Each entry below should be returned exactly as is, with the pictures removed.
-- Opening Marker --
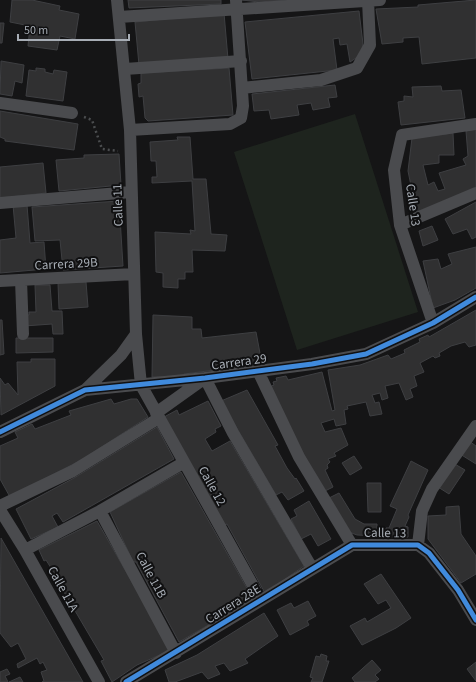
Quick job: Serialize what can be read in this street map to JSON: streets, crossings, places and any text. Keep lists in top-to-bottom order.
{
  "streets": {
    "street": [
      "Calle 11",
      "Calle 13",
      "Carrera 29B",
      "Carrera 29",
      "Calle 12",
      "Calle 11B",
      "Calle 11A",
      "Carrera 28E"
    ]
  },
  "crossings": [
    ["Calle 11", "Carrera 29B"],
    ["Calle 11", "Carrera 29"],
    ["Calle 11", "Calle 12"],
    ["Calle 13", "Carrera 29"],
    ["Calle 13", "Carrera 28E"],
    ["Carrera 29", "Calle 12"],
    ["Calle 12", "Carrera 28E"],
    ["Calle 11B", "Carrera 28E"]
  ],
  "scale_bar": "50 m"
}
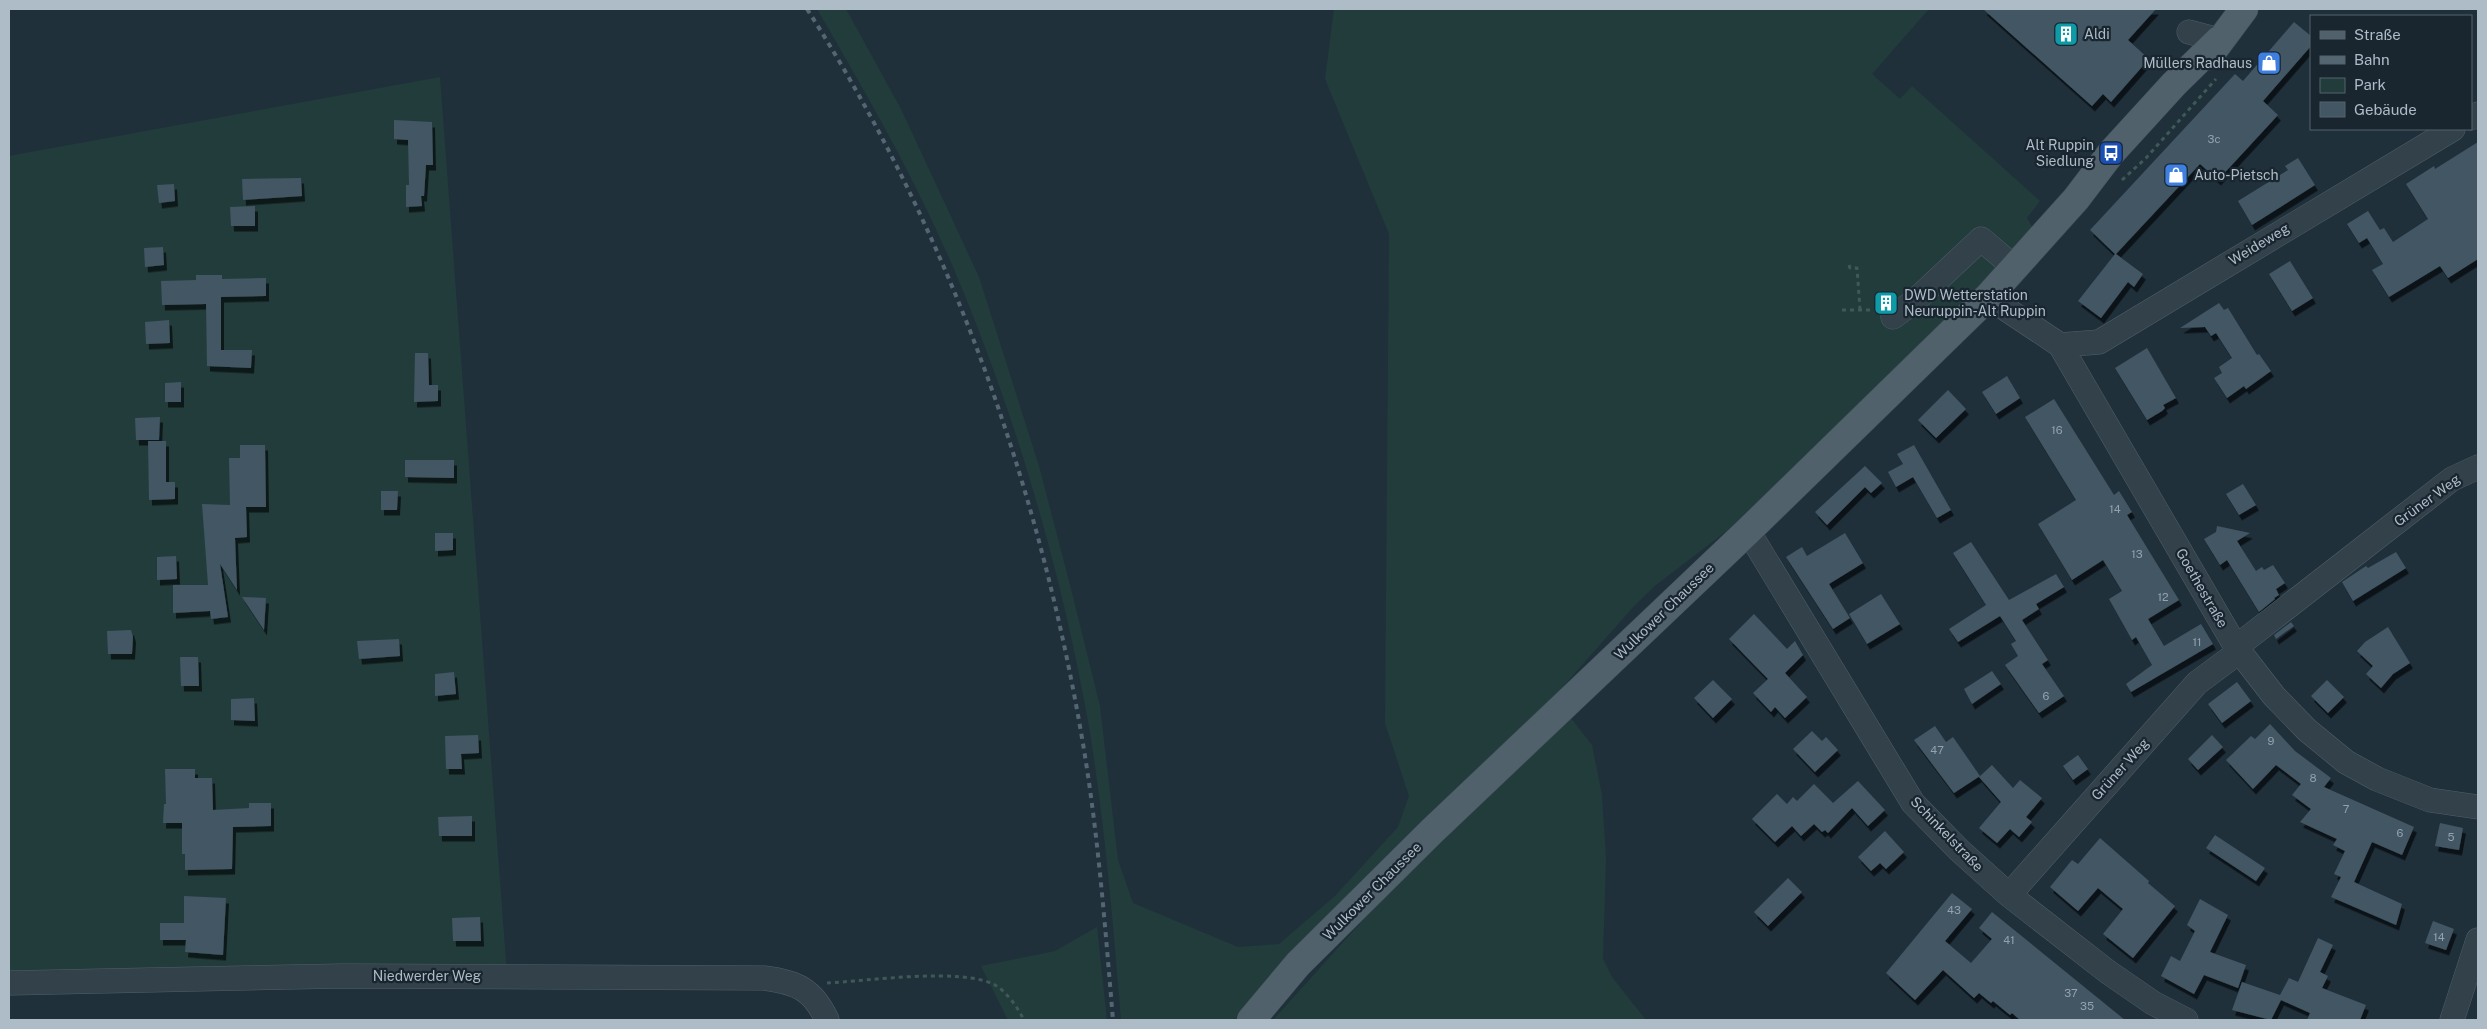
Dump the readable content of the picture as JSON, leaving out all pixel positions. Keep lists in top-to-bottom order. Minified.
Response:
{"streets":{"main road":["Wulkower Chaussee"],"street":["Weideweg","Grüner Weg","Goethestraße","Schinkelstraße","Niedwerder Weg"]},"crossings":[["Weideweg","Goethestraße"],["Grüner Weg","Goethestraße"],["Grüner Weg","Schinkelstraße"],["Goethestraße","Wulkower Chaussee"],["Wulkower Chaussee","Schinkelstraße"]],"places":{"building":["Aldi","DWD Wetterstation Neuruppin-Alt Ruppin"],"shop":["Müllers Radhaus","Auto-Pietsch"],"bus stop":["Alt Ruppin Siedlung"]},"house_numbers":["3c","16","14","13","12","11","6","9","47","8","7","6","5","43","14","41","37","35"],"legend":["Straße","Bahn","Park","Gebäude"]}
-- Closing Marker --
■ Written answer
Quick job: Serialize what can be read in this street map to JSON: streets, crossings, places and any text. Keep lists in top-to-bottom order.
{
  "streets": {
    "street": [
      "Calle 11",
      "Calle 13",
      "Carrera 29B",
      "Carrera 29",
      "Calle 12",
      "Calle 11B",
      "Calle 11A",
      "Carrera 28E"
    ]
  },
  "crossings": [
    ["Calle 11", "Carrera 29B"],
    ["Calle 11", "Carrera 29"],
    ["Calle 11", "Calle 12"],
    ["Calle 13", "Carrera 29"],
    ["Calle 13", "Carrera 28E"],
    ["Carrera 29", "Calle 12"],
    ["Calle 12", "Carrera 28E"],
    ["Calle 11B", "Carrera 28E"]
  ],
  "scale_bar": "50 m"
}
Dump the readable content of the picture as JSON, leaving out all pixel positions. Keep lists in top-to-bottom order. Minified.
Response:
{"streets":{"main road":["Wulkower Chaussee"],"street":["Weideweg","Grüner Weg","Goethestraße","Schinkelstraße","Niedwerder Weg"]},"crossings":[["Weideweg","Goethestraße"],["Grüner Weg","Goethestraße"],["Grüner Weg","Schinkelstraße"],["Goethestraße","Wulkower Chaussee"],["Wulkower Chaussee","Schinkelstraße"]],"places":{"building":["Aldi","DWD Wetterstation Neuruppin-Alt Ruppin"],"shop":["Müllers Radhaus","Auto-Pietsch"],"bus stop":["Alt Ruppin Siedlung"]},"house_numbers":["3c","16","14","13","12","11","6","9","47","8","7","6","5","43","14","41","37","35"],"legend":["Straße","Bahn","Park","Gebäude"]}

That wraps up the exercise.